▸ Problem
Copy every line from the records below that holds the word "lines".

Saved entries

====

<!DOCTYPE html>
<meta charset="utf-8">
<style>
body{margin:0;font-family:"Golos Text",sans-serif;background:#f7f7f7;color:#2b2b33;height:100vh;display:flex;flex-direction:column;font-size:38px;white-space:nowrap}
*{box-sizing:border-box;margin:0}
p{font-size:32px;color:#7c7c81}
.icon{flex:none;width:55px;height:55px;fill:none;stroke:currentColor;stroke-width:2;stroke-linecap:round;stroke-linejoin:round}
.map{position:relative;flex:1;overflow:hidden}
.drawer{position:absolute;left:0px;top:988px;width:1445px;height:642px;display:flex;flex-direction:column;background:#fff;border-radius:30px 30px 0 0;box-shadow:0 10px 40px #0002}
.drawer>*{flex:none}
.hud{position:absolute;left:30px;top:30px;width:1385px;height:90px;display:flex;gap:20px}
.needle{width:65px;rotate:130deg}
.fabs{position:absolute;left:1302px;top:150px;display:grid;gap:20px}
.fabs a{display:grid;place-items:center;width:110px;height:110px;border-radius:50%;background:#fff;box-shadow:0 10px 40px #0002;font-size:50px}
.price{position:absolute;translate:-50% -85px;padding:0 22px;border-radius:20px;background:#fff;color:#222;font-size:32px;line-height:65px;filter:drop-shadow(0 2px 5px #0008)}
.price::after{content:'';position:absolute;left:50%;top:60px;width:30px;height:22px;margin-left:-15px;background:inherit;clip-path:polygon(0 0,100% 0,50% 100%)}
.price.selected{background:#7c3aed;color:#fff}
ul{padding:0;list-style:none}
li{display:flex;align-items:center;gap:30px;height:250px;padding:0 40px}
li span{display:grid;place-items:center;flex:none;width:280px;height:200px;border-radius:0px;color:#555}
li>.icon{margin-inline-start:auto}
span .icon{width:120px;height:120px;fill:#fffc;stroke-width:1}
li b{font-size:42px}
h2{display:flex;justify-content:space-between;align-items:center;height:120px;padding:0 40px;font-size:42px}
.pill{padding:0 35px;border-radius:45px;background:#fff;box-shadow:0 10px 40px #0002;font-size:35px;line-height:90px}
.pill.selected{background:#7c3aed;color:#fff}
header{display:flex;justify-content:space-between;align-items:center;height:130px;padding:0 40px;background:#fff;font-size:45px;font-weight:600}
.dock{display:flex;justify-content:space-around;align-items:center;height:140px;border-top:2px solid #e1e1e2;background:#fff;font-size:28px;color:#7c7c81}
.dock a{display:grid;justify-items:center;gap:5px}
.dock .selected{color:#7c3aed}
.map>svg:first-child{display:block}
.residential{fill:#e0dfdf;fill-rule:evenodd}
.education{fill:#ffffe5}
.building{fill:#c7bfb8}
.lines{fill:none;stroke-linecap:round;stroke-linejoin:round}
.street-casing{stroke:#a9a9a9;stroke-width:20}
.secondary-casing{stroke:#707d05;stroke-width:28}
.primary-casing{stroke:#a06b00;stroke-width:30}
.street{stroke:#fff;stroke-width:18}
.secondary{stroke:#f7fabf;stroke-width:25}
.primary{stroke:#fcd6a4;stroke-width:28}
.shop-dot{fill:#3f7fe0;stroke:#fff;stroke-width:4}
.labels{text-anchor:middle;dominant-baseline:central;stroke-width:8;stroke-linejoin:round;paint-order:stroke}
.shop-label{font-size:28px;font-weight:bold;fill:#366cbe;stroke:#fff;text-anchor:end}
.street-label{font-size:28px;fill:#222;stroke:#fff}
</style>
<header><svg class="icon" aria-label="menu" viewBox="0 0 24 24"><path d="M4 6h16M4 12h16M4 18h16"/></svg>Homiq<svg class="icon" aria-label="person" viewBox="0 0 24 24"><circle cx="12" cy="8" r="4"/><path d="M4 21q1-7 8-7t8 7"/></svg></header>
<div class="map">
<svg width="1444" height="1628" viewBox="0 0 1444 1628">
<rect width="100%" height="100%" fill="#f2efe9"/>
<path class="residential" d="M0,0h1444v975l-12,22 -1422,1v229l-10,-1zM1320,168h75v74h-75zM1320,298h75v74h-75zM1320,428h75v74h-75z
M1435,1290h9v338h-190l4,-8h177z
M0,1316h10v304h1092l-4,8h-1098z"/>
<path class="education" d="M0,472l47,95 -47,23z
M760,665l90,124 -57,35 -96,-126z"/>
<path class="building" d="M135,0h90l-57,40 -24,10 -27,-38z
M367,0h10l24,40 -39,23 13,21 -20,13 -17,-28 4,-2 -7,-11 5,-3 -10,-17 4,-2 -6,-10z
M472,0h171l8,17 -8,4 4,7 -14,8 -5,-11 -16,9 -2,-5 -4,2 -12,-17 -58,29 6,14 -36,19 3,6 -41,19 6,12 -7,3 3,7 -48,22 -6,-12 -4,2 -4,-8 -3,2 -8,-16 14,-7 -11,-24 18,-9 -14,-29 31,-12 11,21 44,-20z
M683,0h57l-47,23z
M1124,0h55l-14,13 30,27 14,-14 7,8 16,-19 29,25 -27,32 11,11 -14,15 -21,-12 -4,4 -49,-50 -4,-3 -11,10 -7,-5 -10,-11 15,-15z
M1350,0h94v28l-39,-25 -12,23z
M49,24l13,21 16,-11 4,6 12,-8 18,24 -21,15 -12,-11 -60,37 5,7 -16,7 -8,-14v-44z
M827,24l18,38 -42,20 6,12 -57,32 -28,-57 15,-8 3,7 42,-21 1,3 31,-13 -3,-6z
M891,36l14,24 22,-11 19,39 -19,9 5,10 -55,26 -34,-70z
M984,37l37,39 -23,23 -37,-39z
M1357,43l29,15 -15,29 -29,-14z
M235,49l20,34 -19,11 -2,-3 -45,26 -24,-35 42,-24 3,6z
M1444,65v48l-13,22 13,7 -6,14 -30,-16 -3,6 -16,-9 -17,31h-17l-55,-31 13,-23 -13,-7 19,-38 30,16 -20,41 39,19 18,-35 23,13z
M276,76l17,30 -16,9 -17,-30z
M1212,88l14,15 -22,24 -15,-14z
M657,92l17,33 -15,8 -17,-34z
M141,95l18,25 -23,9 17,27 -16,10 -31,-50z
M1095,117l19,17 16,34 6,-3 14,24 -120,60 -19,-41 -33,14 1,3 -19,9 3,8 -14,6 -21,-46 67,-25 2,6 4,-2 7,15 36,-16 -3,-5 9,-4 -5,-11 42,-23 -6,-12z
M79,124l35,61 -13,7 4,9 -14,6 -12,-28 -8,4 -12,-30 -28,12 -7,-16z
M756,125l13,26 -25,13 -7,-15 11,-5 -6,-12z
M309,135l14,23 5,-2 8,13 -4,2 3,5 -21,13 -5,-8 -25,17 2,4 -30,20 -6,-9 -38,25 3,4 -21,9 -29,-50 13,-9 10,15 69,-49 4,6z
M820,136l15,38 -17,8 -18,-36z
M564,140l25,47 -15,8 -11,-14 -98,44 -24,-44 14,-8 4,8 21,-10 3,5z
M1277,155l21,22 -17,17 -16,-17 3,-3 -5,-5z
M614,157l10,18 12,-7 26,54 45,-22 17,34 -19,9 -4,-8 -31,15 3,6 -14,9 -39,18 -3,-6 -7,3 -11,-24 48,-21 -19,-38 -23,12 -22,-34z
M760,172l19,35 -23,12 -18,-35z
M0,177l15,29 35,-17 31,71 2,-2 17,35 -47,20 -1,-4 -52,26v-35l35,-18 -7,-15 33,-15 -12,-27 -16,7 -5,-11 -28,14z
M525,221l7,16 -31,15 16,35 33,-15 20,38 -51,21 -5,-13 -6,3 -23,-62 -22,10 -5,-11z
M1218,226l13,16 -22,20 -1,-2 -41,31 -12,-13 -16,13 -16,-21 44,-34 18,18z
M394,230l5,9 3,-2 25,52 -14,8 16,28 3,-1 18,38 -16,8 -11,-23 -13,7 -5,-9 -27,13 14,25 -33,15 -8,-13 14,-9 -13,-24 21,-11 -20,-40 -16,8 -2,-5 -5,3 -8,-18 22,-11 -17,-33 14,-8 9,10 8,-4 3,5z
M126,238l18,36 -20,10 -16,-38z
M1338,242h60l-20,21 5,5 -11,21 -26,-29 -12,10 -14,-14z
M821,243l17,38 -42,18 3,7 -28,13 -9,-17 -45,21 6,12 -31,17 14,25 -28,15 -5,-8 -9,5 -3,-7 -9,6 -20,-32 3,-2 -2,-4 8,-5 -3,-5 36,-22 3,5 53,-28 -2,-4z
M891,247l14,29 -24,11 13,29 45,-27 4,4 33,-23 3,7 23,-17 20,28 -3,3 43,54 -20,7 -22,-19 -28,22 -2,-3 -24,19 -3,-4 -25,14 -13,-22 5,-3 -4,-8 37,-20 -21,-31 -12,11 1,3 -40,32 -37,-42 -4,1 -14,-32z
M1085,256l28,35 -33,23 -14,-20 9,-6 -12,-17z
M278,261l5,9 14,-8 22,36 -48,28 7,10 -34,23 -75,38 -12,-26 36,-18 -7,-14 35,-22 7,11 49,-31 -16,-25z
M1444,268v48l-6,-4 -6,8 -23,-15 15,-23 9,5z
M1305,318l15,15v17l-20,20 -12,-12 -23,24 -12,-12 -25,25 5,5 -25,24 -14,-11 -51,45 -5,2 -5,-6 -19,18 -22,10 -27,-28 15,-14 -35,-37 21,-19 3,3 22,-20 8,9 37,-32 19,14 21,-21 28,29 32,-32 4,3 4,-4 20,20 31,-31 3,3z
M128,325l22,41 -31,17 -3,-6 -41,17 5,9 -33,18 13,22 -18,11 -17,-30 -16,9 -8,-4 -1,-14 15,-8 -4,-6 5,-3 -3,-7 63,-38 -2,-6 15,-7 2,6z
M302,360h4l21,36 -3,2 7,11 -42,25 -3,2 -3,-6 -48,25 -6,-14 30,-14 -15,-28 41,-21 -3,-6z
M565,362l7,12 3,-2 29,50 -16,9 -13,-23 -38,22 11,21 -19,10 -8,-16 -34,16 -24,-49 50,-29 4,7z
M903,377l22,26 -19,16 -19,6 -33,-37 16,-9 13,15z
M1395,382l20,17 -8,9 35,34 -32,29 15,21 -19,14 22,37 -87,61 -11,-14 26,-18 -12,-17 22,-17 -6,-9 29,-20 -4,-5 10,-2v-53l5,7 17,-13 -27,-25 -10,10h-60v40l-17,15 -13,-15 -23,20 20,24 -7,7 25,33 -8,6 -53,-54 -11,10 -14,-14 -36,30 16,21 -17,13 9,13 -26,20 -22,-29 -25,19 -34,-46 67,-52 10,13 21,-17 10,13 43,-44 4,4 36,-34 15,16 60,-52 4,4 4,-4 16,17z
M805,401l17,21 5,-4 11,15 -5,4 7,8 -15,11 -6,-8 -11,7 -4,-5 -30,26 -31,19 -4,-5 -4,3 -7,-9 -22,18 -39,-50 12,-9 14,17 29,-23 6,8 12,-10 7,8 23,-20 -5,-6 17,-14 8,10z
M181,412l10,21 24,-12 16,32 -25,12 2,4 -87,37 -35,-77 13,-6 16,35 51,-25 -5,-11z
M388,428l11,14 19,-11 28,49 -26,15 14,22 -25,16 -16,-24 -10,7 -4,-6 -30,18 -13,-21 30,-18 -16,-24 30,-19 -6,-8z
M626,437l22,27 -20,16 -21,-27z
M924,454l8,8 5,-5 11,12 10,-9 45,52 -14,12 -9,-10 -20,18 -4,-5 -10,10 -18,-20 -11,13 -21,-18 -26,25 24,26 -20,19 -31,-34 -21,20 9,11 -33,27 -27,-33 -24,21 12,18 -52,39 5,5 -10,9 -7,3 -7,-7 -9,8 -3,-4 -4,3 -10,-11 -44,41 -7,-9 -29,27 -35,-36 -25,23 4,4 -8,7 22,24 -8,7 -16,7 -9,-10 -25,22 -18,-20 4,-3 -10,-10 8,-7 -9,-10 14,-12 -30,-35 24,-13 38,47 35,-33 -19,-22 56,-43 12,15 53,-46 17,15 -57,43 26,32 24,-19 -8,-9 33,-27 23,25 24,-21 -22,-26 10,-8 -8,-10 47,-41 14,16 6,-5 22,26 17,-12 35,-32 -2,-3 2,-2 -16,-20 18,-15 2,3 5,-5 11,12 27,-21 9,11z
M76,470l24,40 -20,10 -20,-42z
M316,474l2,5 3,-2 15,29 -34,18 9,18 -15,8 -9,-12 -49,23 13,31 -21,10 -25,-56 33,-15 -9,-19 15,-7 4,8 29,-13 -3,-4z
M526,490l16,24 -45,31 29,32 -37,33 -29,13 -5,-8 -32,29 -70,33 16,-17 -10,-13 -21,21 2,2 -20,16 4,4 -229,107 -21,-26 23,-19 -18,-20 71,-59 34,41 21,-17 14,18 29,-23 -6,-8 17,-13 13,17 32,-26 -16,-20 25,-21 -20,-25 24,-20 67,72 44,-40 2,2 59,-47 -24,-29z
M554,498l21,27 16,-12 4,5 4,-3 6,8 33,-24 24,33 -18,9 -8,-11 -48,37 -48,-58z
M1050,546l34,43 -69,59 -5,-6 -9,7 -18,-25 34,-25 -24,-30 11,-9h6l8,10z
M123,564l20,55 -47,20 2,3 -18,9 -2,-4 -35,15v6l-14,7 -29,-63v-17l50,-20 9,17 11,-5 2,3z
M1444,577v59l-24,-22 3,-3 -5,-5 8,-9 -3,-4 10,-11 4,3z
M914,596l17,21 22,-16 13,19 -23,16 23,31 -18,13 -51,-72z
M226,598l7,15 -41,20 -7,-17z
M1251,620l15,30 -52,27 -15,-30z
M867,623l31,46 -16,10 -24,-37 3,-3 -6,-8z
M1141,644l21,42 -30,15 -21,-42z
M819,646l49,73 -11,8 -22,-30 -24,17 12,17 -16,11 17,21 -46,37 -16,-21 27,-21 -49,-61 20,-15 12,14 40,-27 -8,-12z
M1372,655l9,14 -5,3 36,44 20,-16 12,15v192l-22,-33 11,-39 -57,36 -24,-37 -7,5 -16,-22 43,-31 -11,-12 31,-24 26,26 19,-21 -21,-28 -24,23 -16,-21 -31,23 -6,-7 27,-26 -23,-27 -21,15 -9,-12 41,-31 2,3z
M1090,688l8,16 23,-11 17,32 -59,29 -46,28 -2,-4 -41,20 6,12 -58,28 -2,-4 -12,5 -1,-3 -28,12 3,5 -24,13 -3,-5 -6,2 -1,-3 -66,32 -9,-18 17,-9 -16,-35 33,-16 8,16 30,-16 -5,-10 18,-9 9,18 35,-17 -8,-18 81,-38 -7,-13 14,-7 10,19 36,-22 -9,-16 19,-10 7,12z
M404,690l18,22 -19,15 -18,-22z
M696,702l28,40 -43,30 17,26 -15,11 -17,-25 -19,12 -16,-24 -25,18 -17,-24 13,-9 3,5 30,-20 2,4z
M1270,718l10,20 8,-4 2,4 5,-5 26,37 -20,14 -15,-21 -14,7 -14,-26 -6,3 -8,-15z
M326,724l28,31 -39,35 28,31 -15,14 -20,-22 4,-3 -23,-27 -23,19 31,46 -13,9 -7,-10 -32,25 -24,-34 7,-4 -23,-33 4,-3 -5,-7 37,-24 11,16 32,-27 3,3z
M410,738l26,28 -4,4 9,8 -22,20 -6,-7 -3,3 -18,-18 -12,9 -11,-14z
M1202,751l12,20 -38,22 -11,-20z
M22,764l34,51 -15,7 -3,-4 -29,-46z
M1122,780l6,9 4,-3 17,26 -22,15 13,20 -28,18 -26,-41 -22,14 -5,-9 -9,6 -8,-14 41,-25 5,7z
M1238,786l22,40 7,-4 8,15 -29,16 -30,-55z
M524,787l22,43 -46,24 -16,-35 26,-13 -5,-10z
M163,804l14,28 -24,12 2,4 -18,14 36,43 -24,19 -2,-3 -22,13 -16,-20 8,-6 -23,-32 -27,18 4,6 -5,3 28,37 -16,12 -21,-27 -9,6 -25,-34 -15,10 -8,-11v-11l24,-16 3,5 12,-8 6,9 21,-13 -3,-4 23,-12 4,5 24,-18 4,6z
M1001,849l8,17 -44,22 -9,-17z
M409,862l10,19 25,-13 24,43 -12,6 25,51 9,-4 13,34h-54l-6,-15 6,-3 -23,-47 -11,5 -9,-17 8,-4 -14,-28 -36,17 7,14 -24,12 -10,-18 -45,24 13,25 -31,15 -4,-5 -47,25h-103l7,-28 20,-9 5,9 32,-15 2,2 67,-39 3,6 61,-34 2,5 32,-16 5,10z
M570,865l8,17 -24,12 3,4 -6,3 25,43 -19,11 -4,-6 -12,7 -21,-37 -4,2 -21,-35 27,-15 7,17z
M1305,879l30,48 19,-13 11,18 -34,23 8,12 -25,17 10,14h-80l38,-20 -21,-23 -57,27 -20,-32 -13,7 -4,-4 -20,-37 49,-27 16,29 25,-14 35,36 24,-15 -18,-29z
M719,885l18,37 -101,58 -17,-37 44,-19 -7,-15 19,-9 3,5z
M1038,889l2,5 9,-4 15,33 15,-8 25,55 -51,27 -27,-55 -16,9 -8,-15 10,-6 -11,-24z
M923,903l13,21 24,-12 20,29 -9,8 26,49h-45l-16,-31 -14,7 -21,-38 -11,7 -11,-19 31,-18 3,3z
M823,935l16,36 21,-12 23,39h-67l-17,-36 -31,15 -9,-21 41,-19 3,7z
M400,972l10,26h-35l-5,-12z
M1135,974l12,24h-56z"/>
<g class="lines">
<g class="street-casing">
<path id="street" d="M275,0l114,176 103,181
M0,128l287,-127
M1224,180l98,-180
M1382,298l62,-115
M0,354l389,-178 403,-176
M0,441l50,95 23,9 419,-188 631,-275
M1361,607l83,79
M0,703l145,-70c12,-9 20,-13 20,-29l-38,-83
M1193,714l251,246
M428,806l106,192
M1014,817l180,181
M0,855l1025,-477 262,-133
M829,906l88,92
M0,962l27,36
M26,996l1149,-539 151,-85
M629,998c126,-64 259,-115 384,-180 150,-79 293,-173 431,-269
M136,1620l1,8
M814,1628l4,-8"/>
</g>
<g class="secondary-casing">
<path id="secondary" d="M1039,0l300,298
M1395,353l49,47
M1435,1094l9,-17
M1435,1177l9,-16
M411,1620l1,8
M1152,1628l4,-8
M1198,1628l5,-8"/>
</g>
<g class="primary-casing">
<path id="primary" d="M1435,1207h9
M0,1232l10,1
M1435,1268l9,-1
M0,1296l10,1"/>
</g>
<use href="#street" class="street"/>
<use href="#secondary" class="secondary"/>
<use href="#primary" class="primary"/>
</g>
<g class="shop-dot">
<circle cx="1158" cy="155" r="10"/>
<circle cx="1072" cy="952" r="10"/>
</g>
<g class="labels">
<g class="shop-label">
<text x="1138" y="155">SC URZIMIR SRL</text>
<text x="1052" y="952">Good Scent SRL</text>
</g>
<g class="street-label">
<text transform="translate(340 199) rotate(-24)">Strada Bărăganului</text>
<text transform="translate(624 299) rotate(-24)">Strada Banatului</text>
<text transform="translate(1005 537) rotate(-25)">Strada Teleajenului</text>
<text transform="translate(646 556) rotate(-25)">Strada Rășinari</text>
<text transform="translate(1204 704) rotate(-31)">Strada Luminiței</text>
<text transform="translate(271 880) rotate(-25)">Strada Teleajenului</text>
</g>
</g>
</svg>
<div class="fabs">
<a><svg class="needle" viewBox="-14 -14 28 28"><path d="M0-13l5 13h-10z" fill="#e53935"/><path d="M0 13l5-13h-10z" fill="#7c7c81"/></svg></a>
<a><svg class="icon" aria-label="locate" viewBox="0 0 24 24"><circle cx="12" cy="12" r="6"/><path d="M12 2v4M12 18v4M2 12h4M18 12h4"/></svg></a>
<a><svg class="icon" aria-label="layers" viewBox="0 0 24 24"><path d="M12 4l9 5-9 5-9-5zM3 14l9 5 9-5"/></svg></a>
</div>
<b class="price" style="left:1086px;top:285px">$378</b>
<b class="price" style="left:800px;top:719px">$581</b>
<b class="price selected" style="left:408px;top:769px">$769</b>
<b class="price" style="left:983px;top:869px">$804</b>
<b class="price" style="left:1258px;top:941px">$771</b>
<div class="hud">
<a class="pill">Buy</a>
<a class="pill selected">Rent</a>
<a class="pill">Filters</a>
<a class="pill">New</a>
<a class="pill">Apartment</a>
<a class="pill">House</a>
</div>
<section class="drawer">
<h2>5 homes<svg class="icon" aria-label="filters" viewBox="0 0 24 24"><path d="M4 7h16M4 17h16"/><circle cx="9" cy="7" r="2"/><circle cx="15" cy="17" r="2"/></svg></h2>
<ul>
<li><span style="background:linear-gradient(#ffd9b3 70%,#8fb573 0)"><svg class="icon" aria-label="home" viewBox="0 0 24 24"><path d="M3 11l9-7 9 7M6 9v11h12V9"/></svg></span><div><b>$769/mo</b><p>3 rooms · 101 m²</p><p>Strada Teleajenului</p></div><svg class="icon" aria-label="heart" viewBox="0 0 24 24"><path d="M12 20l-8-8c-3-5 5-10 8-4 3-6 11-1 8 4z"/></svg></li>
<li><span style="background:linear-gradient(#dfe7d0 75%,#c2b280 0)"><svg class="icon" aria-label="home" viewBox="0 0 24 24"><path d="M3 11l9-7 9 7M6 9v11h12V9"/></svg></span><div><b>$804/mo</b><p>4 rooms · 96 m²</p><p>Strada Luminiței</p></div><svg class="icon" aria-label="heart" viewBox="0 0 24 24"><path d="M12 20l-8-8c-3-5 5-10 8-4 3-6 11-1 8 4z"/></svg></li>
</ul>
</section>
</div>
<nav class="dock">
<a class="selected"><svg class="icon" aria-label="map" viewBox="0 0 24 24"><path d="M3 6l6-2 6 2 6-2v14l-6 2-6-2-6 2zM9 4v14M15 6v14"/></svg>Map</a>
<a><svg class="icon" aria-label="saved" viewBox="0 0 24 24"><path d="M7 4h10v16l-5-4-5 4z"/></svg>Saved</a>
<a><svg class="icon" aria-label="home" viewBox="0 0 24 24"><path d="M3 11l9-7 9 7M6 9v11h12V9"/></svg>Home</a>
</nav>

====

▸ Answer to the exercise
.lines{fill:none;stroke-linecap:round;stroke-linejoin:round}
<g class="lines">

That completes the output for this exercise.